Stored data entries
□ □ □ □
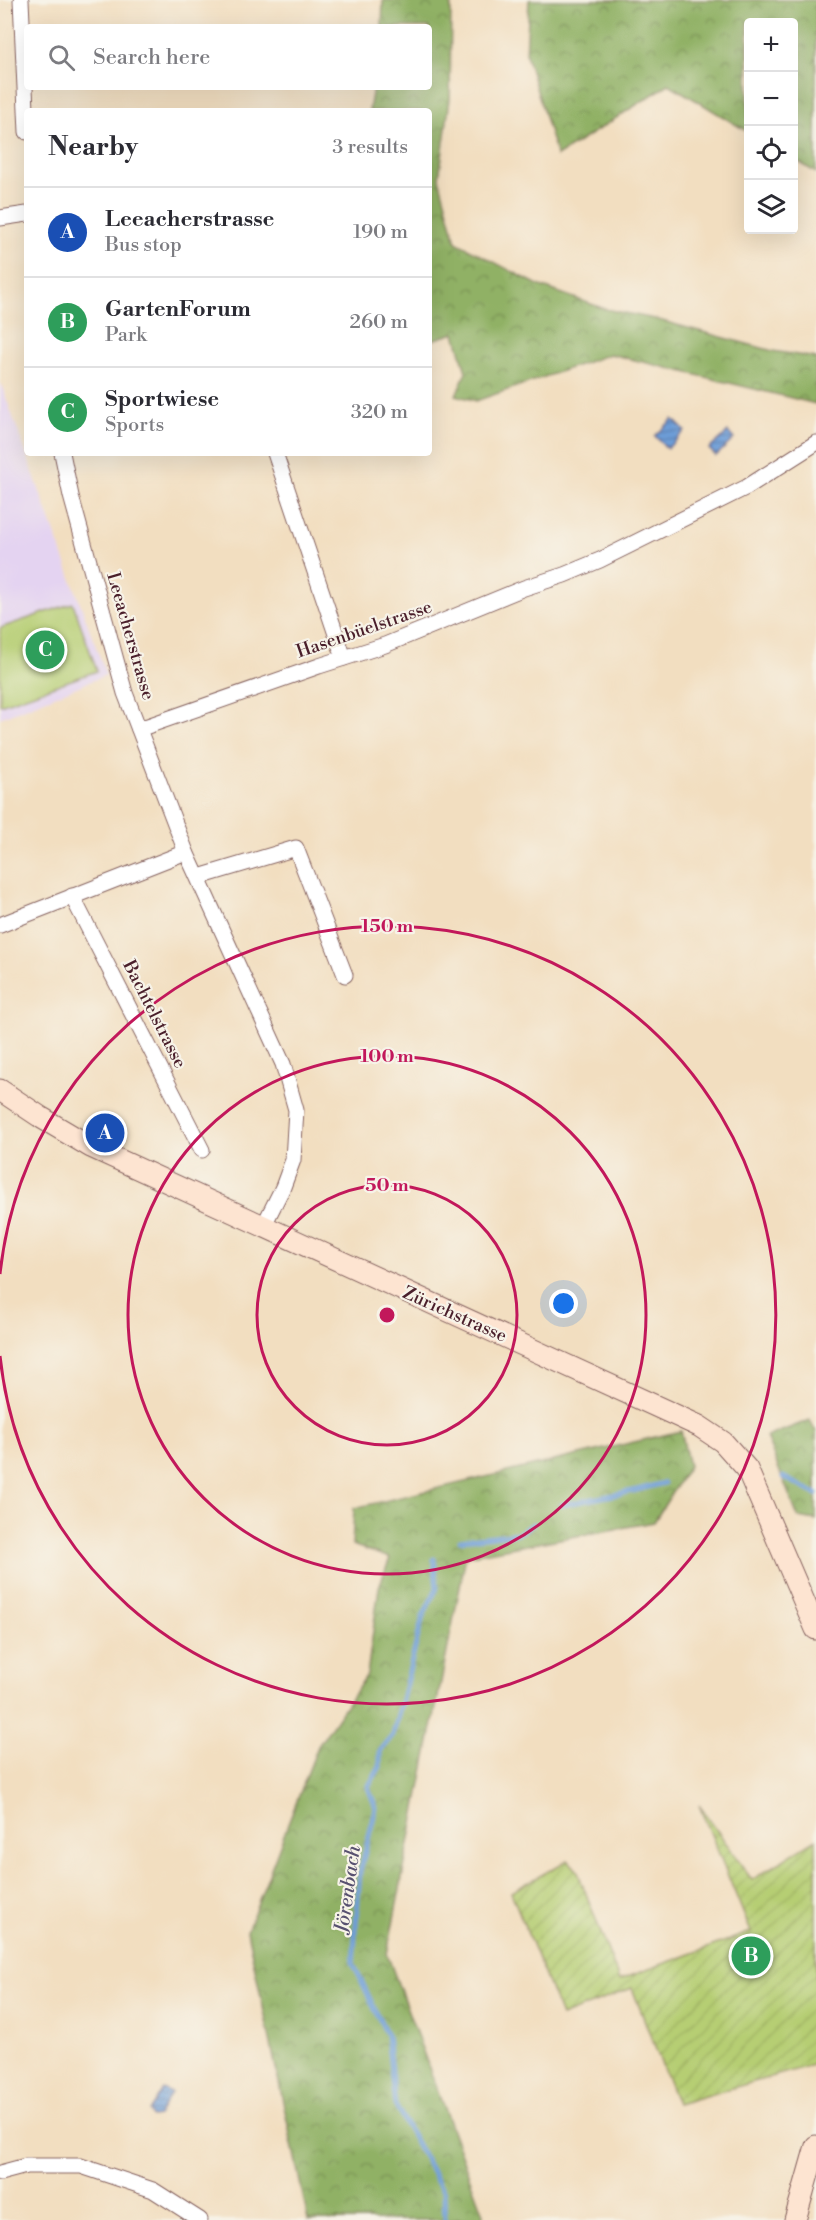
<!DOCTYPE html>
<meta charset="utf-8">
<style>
body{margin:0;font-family:"Libre Bodoni",serif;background:#f2f2f3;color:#2b2b33}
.controls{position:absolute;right:18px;top:18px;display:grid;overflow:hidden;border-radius:6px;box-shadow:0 6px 24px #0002}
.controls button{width:54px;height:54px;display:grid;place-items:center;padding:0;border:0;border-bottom:2px solid #e1e1e2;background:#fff;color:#2b2b33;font:30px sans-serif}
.you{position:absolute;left:564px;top:1304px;width:21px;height:21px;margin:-15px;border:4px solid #fff;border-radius:50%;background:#1a73e8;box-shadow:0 0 0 9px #1a73e833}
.badge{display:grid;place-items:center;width:39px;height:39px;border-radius:50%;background:#1f6fb2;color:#fff;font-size:20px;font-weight:700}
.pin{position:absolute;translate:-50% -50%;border:3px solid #fff;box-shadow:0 2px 6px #0006}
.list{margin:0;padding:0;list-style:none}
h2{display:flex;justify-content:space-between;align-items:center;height:78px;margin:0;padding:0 24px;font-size:26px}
h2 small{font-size:20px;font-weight:400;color:#7c7c81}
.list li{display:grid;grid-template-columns:39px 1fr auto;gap:18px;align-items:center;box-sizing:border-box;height:90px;padding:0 24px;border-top:2px solid #e1e1e2}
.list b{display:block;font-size:22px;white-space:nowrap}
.list p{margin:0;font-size:20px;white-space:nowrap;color:#7c7c81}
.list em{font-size:20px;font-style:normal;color:#7c7c81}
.icon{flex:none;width:33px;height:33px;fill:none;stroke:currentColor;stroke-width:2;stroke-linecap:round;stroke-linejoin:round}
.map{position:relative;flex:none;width:816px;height:2220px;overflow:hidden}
.search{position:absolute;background:#fff;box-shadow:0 6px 24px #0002;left:24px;top:24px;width:408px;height:66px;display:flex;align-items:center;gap:15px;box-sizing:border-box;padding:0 21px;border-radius:6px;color:#7c7c81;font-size:22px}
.panel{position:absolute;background:#fff;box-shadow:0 6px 24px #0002;left:24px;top:108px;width:408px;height:348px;border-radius:6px}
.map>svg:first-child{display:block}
.built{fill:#e4d3f1}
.forest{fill:url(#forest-crowns);stroke:#6d6848;stroke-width:1.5}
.garden{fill:url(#garden-furrows);stroke:#80764f;stroke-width:1.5}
.pitch{fill:#b6ce73;stroke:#80764f;stroke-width:1.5}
.water{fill:url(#water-rules);stroke:#5c5e81;stroke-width:1.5}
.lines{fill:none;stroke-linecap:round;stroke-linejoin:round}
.stream{stroke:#6d9dd7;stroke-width:5}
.minor-casing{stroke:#85625f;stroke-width:17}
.secondary-casing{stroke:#85625f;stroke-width:23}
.minor{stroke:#fff;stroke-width:15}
.secondary{stroke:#fde4d1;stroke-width:21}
.ring{fill:none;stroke:#c2185b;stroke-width:3}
.labels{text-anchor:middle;stroke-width:4.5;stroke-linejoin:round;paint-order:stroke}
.street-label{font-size:18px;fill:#4a1f2b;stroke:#f7f3e8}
.water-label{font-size:20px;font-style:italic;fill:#585170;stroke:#f7f3e8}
.centre{fill:#c2185b;stroke:#f7f3e8;stroke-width:3}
.ring-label{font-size:18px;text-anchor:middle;font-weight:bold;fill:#c2185b;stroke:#f7f3e8;stroke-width:4.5;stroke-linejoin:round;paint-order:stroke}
</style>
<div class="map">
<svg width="816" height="2220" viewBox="0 0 816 2220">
<defs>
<pattern id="forest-crowns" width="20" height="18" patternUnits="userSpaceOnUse" patternTransform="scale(1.5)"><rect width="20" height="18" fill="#90b165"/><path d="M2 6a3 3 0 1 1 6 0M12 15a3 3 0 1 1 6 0" fill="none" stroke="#788f53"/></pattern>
<pattern id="garden-furrows" width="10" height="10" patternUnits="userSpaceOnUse" patternTransform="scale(1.5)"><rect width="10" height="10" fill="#b6ce73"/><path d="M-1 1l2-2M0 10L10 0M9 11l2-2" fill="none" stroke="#9eb064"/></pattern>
<pattern id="water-rules" width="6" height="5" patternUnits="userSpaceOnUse" patternTransform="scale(1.5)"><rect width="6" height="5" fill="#6d9dd7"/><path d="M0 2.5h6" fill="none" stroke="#5c7faf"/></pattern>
</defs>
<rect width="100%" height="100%" fill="#f7f3e8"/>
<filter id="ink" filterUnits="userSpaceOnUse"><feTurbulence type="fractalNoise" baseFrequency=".0167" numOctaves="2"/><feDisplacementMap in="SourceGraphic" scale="12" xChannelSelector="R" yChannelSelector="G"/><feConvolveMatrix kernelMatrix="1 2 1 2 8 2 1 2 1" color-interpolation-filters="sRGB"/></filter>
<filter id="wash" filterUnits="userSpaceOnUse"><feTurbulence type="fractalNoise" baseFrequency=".008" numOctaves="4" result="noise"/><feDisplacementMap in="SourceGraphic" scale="24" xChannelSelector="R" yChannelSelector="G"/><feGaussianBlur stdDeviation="1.35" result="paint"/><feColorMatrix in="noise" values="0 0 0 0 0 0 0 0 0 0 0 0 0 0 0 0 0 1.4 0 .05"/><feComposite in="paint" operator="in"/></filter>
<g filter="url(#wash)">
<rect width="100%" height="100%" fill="#f2dec0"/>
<path class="built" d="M0 381 106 675 0 718Z"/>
<g class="forest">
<path d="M383 0H451L450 99 439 178 456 242 538 285 605 309 655 319 773 351 816 358V404L610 354 476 401 456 395 466 372 455 333 429 341V111H369L373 87H429V27H382Z"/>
<path d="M529 0H816V173L794 159V22H748V132L669 84 557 156 526 55Z"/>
<path d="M810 1420 816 1432V1520L798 1517 766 1437Z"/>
<path d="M681 1431 689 1466 654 1522 466 1556 387 1954 483 2214 482 2220H308L247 1931 318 1746 367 1675 379 1587 390 1558 352 1545 354 1508Z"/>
</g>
<path class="garden" d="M699 1805 752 1880 816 1839V2064L677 2104 632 1988 561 2016 511 1892 568 1860 577 1870 619 1980 751 1932Z"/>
<path class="pitch" d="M73 603 97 671 0 705V628Z"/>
<g class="water">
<path d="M673 419 685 431 667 449 655 436Z"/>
<path d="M728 432 734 439 716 456 709 449Z"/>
<path d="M163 2089 171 2093 158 2116 152 2117 149 2111Z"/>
</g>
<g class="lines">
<g class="stream">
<path d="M783 1477 816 1494"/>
<path d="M562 1505 633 1491 664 1483"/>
<path d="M460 1540 519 1533 533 1524"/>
<path d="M434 1559 437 1588 423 1616 393 1735 380 1751V1767L368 1787 376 1808 360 1872 353 1963 387 2035 395 2105 444 2193 445 2220"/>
</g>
</g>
</g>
<g filter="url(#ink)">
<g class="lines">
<defs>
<g id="minor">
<path d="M21 0 27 132"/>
<path d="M0 218 27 214"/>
<path d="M62 453 71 496 125 693 186 852 283 1064 296 1110 293 1160 283 1187 263 1227"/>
<path d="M275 453 344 658"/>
<path d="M139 729 319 666 385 645 524 588 564 575 600 560 747 487 816 443"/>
<path d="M199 877 296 848 345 975"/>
<path d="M72 896 202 1150"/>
<path d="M0 925 186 852"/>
<path d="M0 2173 26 2166H81L153 2190 200 2220"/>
</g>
<g id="secondary">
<path d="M0 1090 42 1118 91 1147 673 1414 699 1426 723 1442 747 1469 816 1629"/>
<path d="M795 2220 816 2146"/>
</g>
</defs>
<use href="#minor" class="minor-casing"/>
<use href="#secondary" class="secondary-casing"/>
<use href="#minor" class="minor"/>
<use href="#secondary" class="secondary"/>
</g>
</g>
<g class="ring">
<circle cx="387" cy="1315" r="130"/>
<circle cx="387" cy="1315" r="259"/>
<path d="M0 1274A389 389 0 1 1 0 1356"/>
</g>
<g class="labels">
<g class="street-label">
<text transform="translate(364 629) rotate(-19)" y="6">Hasenbüelstrasse</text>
<text transform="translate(131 636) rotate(74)" y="6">Leeacherstrasse</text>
<text transform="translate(155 1014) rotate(63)" y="6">Bachtelstrasse</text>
<text transform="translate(455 1314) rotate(24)" y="6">Zürichstrasse</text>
</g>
<g class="water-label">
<text transform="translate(347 1889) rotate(-82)" y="7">Jörenbach</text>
</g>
</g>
<circle cx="387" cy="1315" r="9" class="centre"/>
<g class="ring-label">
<text x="387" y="932">150 m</text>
<text x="387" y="1062">100 m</text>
<text x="387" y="1191">50 m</text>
</g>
</svg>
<div class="controls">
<button>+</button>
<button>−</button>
<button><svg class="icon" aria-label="locate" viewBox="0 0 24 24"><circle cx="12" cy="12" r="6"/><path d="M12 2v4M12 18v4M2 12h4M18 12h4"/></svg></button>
<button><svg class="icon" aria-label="layers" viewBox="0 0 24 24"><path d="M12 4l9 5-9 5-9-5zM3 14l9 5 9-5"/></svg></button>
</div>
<div class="you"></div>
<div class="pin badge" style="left:105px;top:1133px;background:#1a4fb4">A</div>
<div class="pin badge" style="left:751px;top:1956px;background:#2e9e5b">B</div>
<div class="pin badge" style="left:45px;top:650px;background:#2e9e5b">C</div>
<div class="search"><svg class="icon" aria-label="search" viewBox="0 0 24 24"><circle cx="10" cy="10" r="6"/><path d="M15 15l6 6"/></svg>Search here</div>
<section class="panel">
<h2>Nearby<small>3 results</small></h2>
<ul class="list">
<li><span class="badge" style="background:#1a4fb4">A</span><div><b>Leeacherstrasse</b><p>Bus stop</p></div><em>190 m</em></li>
<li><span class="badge" style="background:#2e9e5b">B</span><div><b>GartenForum</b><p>Park</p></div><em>260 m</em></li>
<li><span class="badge" style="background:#2e9e5b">C</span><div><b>Sportwiese</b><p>Sports</p></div><em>320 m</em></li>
</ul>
</section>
</div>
□ □ □ □
### TASK REQUIREMENTS
Identify each line in the records above that contains the word "SourceGraphic", and copy it out in full.

### OUTPUT OF THE EXERCISE
<filter id="ink" filterUnits="userSpaceOnUse"><feTurbulence type="fractalNoise" baseFrequency=".0167" numOctaves="2"/><feDisplacementMap in="SourceGraphic" scale="12" xChannelSelector="R" yChannelSelector="G"/><feConvolveMatrix kernelMatrix="1 2 1 2 8 2 1 2 1" color-interpolation-filters="sRGB"/></filter>
<filter id="wash" filterUnits="userSpaceOnUse"><feTurbulence type="fractalNoise" baseFrequency=".008" numOctaves="4" result="noise"/><feDisplacementMap in="SourceGraphic" scale="24" xChannelSelector="R" yChannelSelector="G"/><feGaussianBlur stdDeviation="1.35" result="paint"/><feColorMatrix in="noise" values="0 0 0 0 0 0 0 0 0 0 0 0 0 0 0 0 0 1.4 0 .05"/><feComposite in="paint" operator="in"/></filter>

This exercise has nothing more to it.